AMENDMENT NO. 1 TO AMENDED AND RESTATED RIGHTS AGREEMENT
Exhibit 4.1
AMENDMENT NO. 1
TO AMENDED AND RESTATED RIGHTS AGREEMENT
THIS AMENDMENT No. 1, dated as of October 17, 2006 (this “Amendment”), to the Amended and Restated Rights Agreement dated as of September 14, 2006 (the “Rights Agreement”; except as otherwise expressly provided herein, capitalized terms used but not defined herein shall have the meanings set forth in the Rights Agreement), between CBOT Holdings, Inc, a Delaware corporation. (“CBOT”) and Computershare Investor Services LLC, as Rights Agent (the “Rights Agent”).

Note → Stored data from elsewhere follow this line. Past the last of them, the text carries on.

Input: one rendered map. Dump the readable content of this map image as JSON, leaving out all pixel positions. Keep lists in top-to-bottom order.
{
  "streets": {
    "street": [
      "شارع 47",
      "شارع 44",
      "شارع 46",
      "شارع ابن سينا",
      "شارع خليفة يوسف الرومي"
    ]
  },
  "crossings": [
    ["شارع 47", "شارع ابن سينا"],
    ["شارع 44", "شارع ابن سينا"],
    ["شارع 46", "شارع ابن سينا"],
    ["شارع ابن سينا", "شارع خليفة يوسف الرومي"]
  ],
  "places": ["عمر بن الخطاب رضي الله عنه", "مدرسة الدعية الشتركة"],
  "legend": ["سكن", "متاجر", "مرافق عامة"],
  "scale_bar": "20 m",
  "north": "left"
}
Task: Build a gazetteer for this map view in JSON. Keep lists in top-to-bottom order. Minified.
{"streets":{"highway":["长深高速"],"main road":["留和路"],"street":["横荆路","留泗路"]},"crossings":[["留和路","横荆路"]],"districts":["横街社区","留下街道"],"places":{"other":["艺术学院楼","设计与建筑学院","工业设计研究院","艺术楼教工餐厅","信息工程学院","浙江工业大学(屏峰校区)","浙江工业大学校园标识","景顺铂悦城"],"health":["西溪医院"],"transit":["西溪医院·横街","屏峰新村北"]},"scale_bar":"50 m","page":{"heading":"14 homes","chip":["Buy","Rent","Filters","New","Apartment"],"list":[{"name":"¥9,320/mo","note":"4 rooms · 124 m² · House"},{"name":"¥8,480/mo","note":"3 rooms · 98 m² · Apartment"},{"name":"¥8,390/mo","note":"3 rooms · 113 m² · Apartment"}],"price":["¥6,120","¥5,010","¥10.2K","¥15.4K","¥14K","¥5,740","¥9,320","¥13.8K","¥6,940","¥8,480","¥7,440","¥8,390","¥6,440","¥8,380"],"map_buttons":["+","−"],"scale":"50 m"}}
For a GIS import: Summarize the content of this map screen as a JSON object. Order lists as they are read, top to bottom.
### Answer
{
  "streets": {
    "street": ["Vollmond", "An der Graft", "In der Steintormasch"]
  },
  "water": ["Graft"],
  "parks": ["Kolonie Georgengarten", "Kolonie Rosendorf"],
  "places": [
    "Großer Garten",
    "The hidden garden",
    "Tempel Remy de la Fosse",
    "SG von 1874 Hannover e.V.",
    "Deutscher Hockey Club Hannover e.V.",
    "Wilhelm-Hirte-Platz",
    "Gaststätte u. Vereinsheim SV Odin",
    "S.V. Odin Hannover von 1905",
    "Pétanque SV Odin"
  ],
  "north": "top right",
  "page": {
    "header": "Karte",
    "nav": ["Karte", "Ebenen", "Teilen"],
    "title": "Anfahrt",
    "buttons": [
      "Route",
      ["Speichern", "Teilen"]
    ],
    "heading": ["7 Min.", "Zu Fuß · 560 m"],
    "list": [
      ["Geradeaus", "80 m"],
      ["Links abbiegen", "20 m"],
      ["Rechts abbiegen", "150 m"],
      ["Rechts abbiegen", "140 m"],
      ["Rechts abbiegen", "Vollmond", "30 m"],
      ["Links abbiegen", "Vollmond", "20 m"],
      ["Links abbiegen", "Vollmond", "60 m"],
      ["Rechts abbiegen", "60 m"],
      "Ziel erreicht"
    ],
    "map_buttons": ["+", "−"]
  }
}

WHEREAS, CBOT, Board of Trade of the City of Chicago, Inc,. a Delaware nonstock corporation, and Chicago Mercantile Exchange Holdings Inc., a Delaware corporation (“CME”), have proposed to enter into an Agreement and Plan of Merger to be dated the date hereof (the “Merger Agreement”);
WHEREAS, CBOT desires to amend the Rights Agreement to render the Rights inapplicable to the Merger (as defined in the Merger Agreement) and the other transactions contemplated by the Merger Agreement;
WHEREAS, CBOT deems this Amendment to be necessary and desirable and in the best interests of the holders of the Rights and has duly approved this Amendment; and
WHEREAS, Section 28 of the Rights Agreement permits CBOT and the Rights Agent at any time prior to the time any Person becomes an Acquiring Person to amend the Rights Agreement in the manner provided herein.
NOW, THEREFORE, CBOT and the Rights Agent agree as follows:
SECTION 1. Amendments to the Rights Agreement. The Rights Agreement is hereby amended as follows:
(a) Section 1 of the Rights Agreement is hereby amended by adding the following subsections at the end of such Section 1:
(jj) “CME” shall have the meaning ascribed to such term in the Merger Agreement.
(kk) “CME Group” shall have the meaning set forth in Section 1(a).
(ll) “Merger” shall have the meaning ascribed to such term in the Merger Agreement.
(mm) “Effective Time” shall have the meaning set forth in Section 7(a).
(nn) “Exempted Transaction” shall have the meaning set forth in Section 1(a).
(oo) “Merger Agreement” shall mean the Agreement and Plan of Merger dated as of October 17, 2006, by and among the Corporation, Sub and CME.
(b) Section 1(a) shall be amended by inserting the following at the end of such Section 1(a):
“Notwithstanding anything in this Section 1(a) or the Rights Agreement to the contrary, neither CME nor any of its Affiliates (collectively, the “CME Group”) shall be, or shall be deemed to be, an Acquiring Person, either individually or collectively, solely by virtue of (A) the execution and delivery of the Merger Agreement; (B) the announcement of the Merger Agreement or the Merger; (C) the consummation of the Merger; or (D) the consummation of the other transactions contemplated by the Merger Agreement upon the terms and conditions of the Merger Agreement. Each event described in clauses (A), (B), (C) and (D) above is referred to herein as an “Exempted Transaction”.”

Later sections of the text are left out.